Mon, Apr 29 2024 29 April, 2024

Norway, Australia join CETP to end public fossil fuel finance

Australia and Norway announced at the COP28 summit earlier this month that they were joining the Clean Energy Transition Partnership (CETP), but concerns over signatories’ missing targets remain.

The entrance to the venue of COP28 in Dubai, in December 2023 (Photo credit: Sophie Davies/Gas Outlook)

Prominent oil and gas producing countries including Australia and Norway have joined an agreement to end public financing of international fossil fuels investments, with the step seen as a major boost to the deal which could shift $19 billion per year in funding towards clean energy.

The CETP also known as the Glasgow Statement, is an international effort aimed at ending public financing of fossil fuels which was launched by the UK at COP26 in 2021. It has so far been joined by over 40 signatories including the UK, the U.S., Germany, France and Italy as well as organisations such as the European Investment Bank (EIB).

Specifically, signatories agreed at COP28 to “end new direct public support for the international unabated fossil fuel energy sector within one year of signing this statement, except in limited and clearly defined circumstances that are consistent with a 1.5°C warming limit and the goals of the Paris Agreement.”

The CETP includes any government or majority government-owned financial institutions that provide finance for energy projects abroad, so beyond Export Finance Australia, this covers public superannuation funds like AustralianSuper, Claire O’Manique, a public finance analyst at Oil Change International explained to Gas Outlook.

It also covers signatories’ “approach on the boards of multilateral development banks” and to “multilateral negotiations in international bodies, in particular in the OECD.”

“This is notable given Australia has historically played an influential blocking role in these fora,” she said.

Public finance covers an estimated 10-25% of fossil fuel financing, and plays a key role in fossil fuel expansion, being involved in some 82% of new LNG export terminal capacity built in the last decade accounting for at least $78 billion funding, she said.
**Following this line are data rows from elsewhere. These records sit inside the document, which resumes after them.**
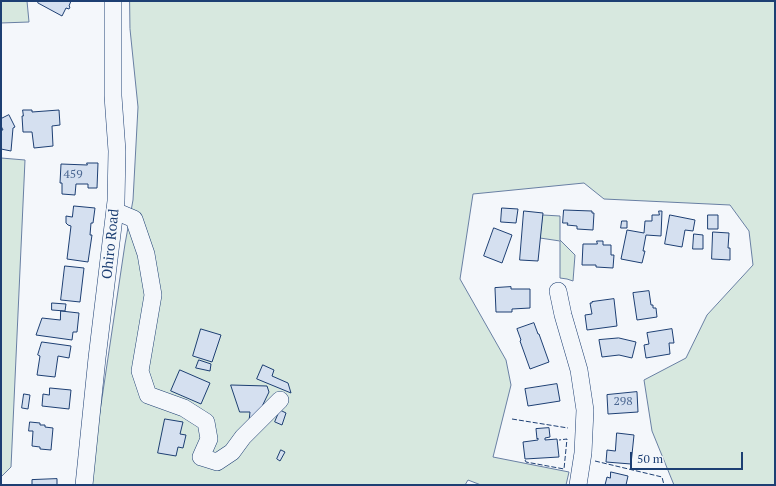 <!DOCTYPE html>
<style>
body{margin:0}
#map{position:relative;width:776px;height:486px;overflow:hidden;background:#f4f7fb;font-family:"PT Serif",serif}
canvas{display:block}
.frame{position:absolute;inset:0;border:2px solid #1d3f73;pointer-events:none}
.scale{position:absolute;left:630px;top:452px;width:113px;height:18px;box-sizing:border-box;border:2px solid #1d3f73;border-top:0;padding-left:5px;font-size:12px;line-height:14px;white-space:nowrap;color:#1d3f73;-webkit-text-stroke:3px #f4f7fb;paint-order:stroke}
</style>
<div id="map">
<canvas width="776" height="486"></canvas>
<div class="frame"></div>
<div class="scale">50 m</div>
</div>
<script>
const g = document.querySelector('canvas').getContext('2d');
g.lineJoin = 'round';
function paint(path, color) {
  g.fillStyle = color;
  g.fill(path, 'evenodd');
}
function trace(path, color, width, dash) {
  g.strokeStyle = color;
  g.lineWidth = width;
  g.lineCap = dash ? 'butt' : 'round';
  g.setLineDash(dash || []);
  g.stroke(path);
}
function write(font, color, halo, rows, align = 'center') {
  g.font = font + ' "PT Serif",serif';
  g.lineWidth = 3;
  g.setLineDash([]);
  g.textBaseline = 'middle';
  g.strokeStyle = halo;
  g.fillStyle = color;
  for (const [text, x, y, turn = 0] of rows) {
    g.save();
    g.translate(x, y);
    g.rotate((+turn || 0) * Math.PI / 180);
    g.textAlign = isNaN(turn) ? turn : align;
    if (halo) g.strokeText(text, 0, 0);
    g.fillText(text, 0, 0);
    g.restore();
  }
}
const green = new Path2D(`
 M1,1H27L29,22L1,23Z
 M130,1H775V485H674L652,431L644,380L686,358L707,315L753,265L749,231L730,205L604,199L584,183L473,194L460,279L506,360L511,385L493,457L569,472L566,485H481L468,480L465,485H89L125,244L133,200L138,107L130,29Z
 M1,158L25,160L11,467L1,477Z
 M543,215L560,216V240L575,255L573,281L567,279L560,278V241L540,238Z`);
paint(green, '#d7e8df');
trace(green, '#687fa3', 1);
const building = new Path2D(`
 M39,1H71L69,6L70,7L69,9L66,8L62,16L38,3Z
 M23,110H32V112L59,110L60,125L52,126L53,146L34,148L32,132H23L22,116H23Z
 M9,115L15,127L13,128L11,151L1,149V130H3L1,126V119Z
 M87,163H98L97,188H88V184H76L75,195L62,194V183H60L61,164L87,165Z
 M74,206L95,208L93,223H91L90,235H92L88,262L67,259L71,226L68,225L66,223V216L72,217Z
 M502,208L518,209L516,223L501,222Z
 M564,210L592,211V213H594L593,230L577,229V226L567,225L568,223H563Z
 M524,211L543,213L538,261L520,260Z
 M659,211H662L661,236L646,235L643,251H645L642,263L621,259L627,230L644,233L645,221H652V215H659Z
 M670,215L695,220L693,231L685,230L682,247L665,244Z
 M708,215H718V229H708Z
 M622,221H627V228H621Z
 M494,228L512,235L502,263L484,256Z
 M713,232L729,233L728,248H730V260L712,259Z
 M694,234L703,235V249H693Z
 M597,241H603V245H611V255H614L613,268L596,267V265H582L583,244H597Z
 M65,266L84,268L80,302L61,300Z
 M511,287V289H530V308L512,309V312H496L495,288Z
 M649,291L651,305H653V308H656L657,317L637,320L633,293Z
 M614,299L617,326L587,330L585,315L592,314L590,303H592V302Z
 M52,303L66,304L65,311L52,310Z
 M61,311L79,313L77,332H73L72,340L36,335L42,318L60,320Z
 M534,323L538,334H539L549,362L530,369L520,341L521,340L517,329Z
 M201,329L221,335L212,362L193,356Z
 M672,329L674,343H669L670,354L646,358L644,345L649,344L647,333Z
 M619,338L636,342L632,358L619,355L602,357L599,340Z
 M42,342L71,346L69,358L58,356L55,377L37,375L40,356L38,355Z
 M199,360L211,364L210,371L196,368Z
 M263,365L274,370L272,376L288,383L291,393L257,379Z
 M180,370L210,383L201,404L171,391Z
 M557,384L560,401L528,406L525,389Z
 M231,385L267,386L269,392L255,421H249L250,412H240Z
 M50,388L71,390L69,409L42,406L43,394L49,395Z
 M637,392L638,412L608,414L607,395Z
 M24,394L30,395L28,409L22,408Z
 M280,410L286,413L282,425L275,422Z
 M165,419L183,422L180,434L186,435L183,448L178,447L176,456L158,453Z
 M30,422L40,423V425H45V427L53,428L51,450L40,449V447L32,446L33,431H29Z
 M549,428L550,437L545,438V440L557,439L559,457L525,459L523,442L538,440V438L537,439L536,429Z
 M617,433L634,435L631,464L606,462L607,450L615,451Z
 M281,450L285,452L280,461L277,459Z
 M611,472L628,476L626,485H605L607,477L610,478Z
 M57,479V485H32V480Z`);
paint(building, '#d5e0f0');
trace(building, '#1d3f73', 1);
const minor = new Path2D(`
 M115,211L134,219L146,254L153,295L140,371L148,395L184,408L206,422L209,439L201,457L217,462L232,452L243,437L280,400
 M558,291L563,315L579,370L585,410L583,453L578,485
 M84,485L97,358L116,201L117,151L113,96V1`);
trace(minor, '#1d3f73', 18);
trace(minor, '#f4f7fb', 17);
trace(new Path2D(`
 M512,419L568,428
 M525,460L526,462L564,469L567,439L559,440
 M595,461L662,477L664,485`), '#1d3f73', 1, [5, 2]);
write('12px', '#4b6792', null, [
 ["459",73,175],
 ["298",623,402]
]);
write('14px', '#1d3f73', '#f4f7fb', [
 ["Ohiro Road",111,244,-84]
]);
</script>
“It flows especially to large fossil fuel infrastructure projects that are hard to finance privately and that enable the rest of the industry to grow.”

“Currently, international public finance remains skewed towards support for fossil fuel projects, providing almost twice as much than for critically-needed renewable energy solutions,” she added.

According to an Oil Change International report, if signatories’ development finance institutions, export credit agencies, and government departments fully redirect their international fossil fuel funding, this could result in $19.4  billion a year being redirected towards clean energy.

“Of the 16 high-income signatories, eight have delivered policies that are aligned or nearly align with the Glasgow pledge, which are already shifting an estimated $5.7 billion out of fossils each year,” O’Manique said.

“Aside from those that have met their commitment, a further six signatories have new policies that restrict fossil fuel support but do have loopholes, which must be addressed.”

Eksfin, the Norwegian export credit agency, provided an estimated $1 billion financing alone to fossil fuels from July 2021 to June 2023, according to Oil Change International.

“As one of the world’s largest carbon emissions exporters, Norway should play a pivotal role in the shift from fossil fuels to renewable energy. Hopefully, this is the first of many climate commitments from Norway aimed at speeding up the green transition,” Dina Rui, public finance programme lead, at the Nordic Center for Sustainable Finance said.

U.S. among laggards

However, despite the pledges, several countries have not kept their promise to end international public financing of fossil fuels, including the U.S., Italy and Germany.

The U.S. has yet to publish its policy to respond to the CETP and the US Export-Import Bank continues to finance fossil fuels “undermining President Biden’s multiple pledges to end this finance,” O’Manique said.

Meanwhile, Italy and Germany’s policies contain major loopholes that will allow a significant amount of fossil finance to continue.

“While the pledge is similar to other commitments made at COP28” and “there are no penalties on signatories who violate it, civil society continues to hold them accountable to their commitments,” she added.

Governments that continue to fund fossil fuels also face legal implications.

According to a legal opinion commissioned by Oil Change International, States must meet the goals and obligations of Climate Agreements, particularly those relating to finance.

“Thus, the continued financing of fossil fuel-related projects or activities must be legally assessed in a specific context characterised by the climate emergency, and the decreasing carbon budget,” she said.

The commitment to end public finance to fossil fuels also appears at odds with domestic policies among signatories supporting new oil and gas exploration, such as the UK’s recent announcement that it will hold annual licensing rounds to boost its North Sea oil and gas production.

Norway’s Prime Minister, Jonas Gahr Støre was reported as saying that issuing new oil and gas licences is not in contrast with the country’s climate commitments.